[THE DATA Boundary: Start]
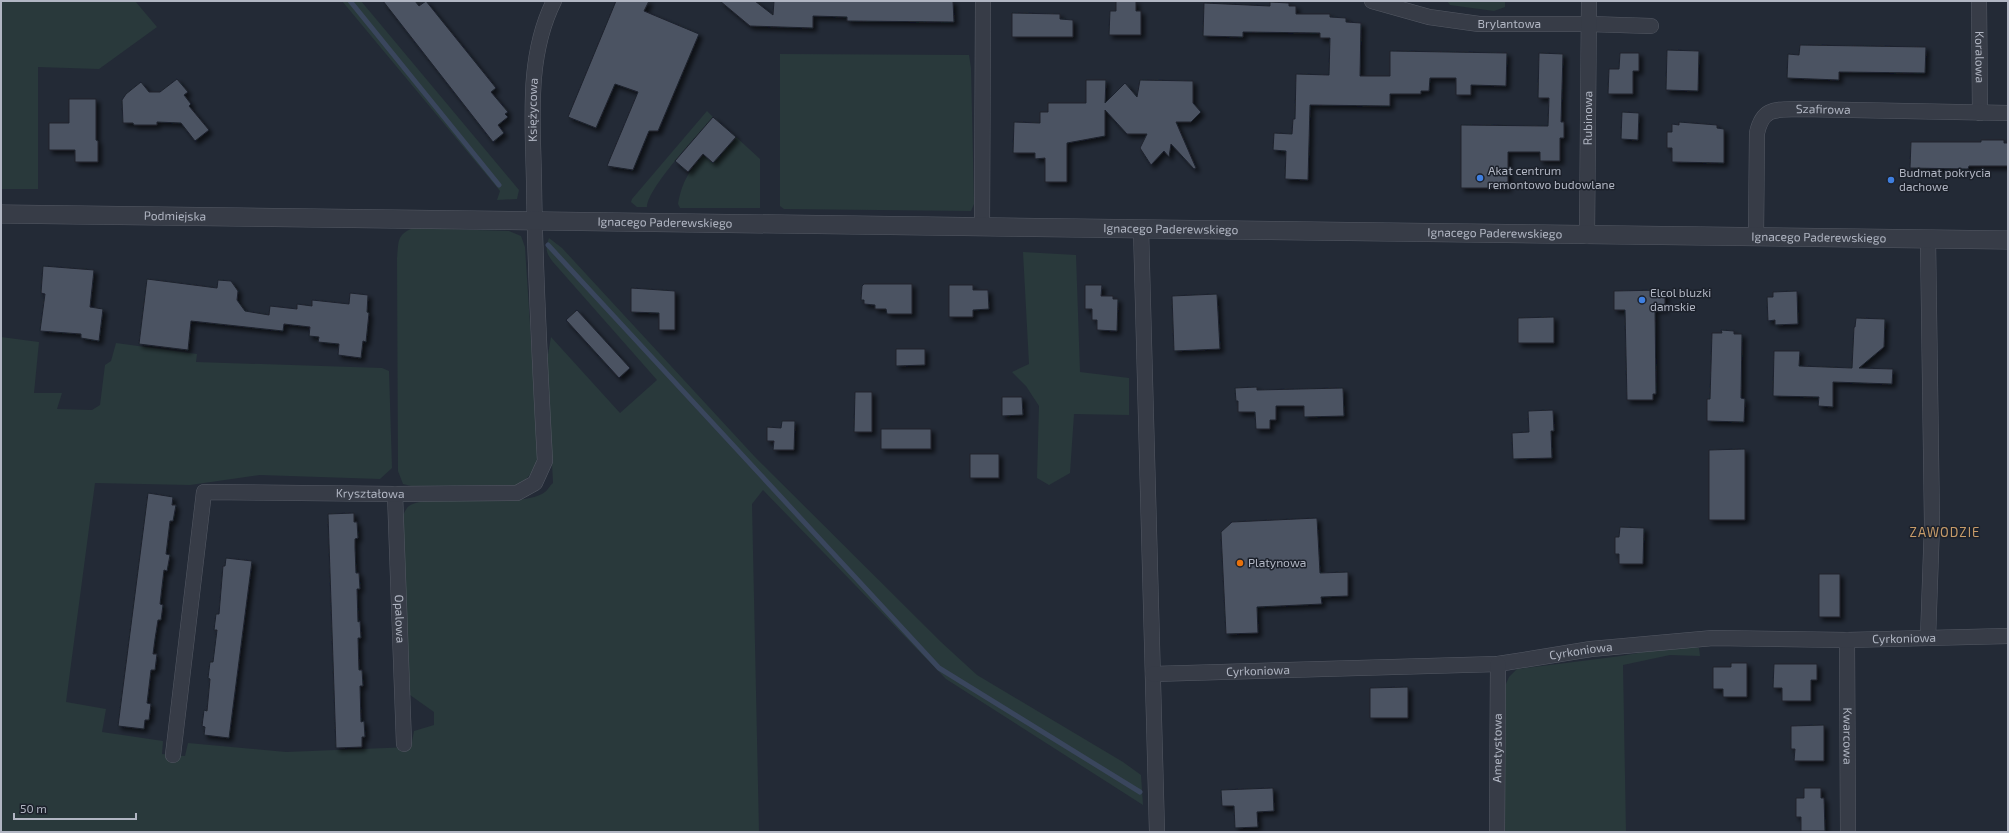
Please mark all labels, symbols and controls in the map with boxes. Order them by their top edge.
street label: Brylantowa [1478,16,1541,30]
street label: Koralowa [1973,31,1988,83]
street label: Księżycowa [524,77,540,142]
street label: Rubinowa [1580,91,1594,145]
street label: Szafirowa [1796,101,1851,116]
place label: Akat centrum remontowo budowlane [1488,163,1615,191]
place label: Budmat pokrycia dachowe [1899,165,1991,193]
marker: Akat centrum remontowo budowlane [1475,173,1485,183]
marker: Budmat pokrycia dachowe [1886,175,1896,185]
street label: Podmiejska [144,208,206,223]
street label: Ignacego Paderewskiego [597,214,733,229]
street label: Ignacego Paderewskiego [1103,220,1239,236]
street label: Ignacego Paderewskiego [1427,224,1563,240]
street label: Ignacego Paderewskiego [1751,229,1887,244]
place label: Elcol bluzki damskie [1650,285,1711,313]
marker: Elcol bluzki damskie [1637,295,1647,305]
street label: Kryształowa [336,485,405,500]
district label: ZAWODZIE [1910,524,1980,540]
place label: Platynowa [1248,555,1306,569]
marker: Platynowa [1235,558,1245,568]
street label: Opalowa [393,594,408,643]
street label: Cyrkoniowa [1872,630,1936,645]
street label: Cyrkoniowa [1548,639,1613,662]
street label: Cyrkoniowa [1226,662,1290,678]
street label: Kwarcowa [1841,707,1856,765]
street label: Ametystowa [1489,713,1504,783]
scale bar [14,795,136,821]
text: 50 m [20,801,47,815]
[THE DATA Boundary: End]
#### WHAT IS EXPECTED:
An exact restatement of the entries above is needed; no picture may appear in it.

#### COMPLETED EXERCISE:
Please mark all labels, symbols and controls in the map with boxes. Order them by their top edge.
street label: Brylantowa [1478,16,1541,30]
street label: Koralowa [1973,31,1988,83]
street label: Księżycowa [524,77,540,142]
street label: Rubinowa [1580,91,1594,145]
street label: Szafirowa [1796,101,1851,116]
place label: Akat centrum remontowo budowlane [1488,163,1615,191]
place label: Budmat pokrycia dachowe [1899,165,1991,193]
marker: Akat centrum remontowo budowlane [1475,173,1485,183]
marker: Budmat pokrycia dachowe [1886,175,1896,185]
street label: Podmiejska [144,208,206,223]
street label: Ignacego Paderewskiego [597,214,733,229]
street label: Ignacego Paderewskiego [1103,220,1239,236]
street label: Ignacego Paderewskiego [1427,224,1563,240]
street label: Ignacego Paderewskiego [1751,229,1887,244]
place label: Elcol bluzki damskie [1650,285,1711,313]
marker: Elcol bluzki damskie [1637,295,1647,305]
street label: Kryształowa [336,485,405,500]
district label: ZAWODZIE [1910,524,1980,540]
place label: Platynowa [1248,555,1306,569]
marker: Platynowa [1235,558,1245,568]
street label: Opalowa [393,594,408,643]
street label: Cyrkoniowa [1872,630,1936,645]
street label: Cyrkoniowa [1548,639,1613,662]
street label: Cyrkoniowa [1226,662,1290,678]
street label: Kwarcowa [1841,707,1856,765]
street label: Ametystowa [1489,713,1504,783]
scale bar [14,795,136,821]
text: 50 m [20,801,47,815]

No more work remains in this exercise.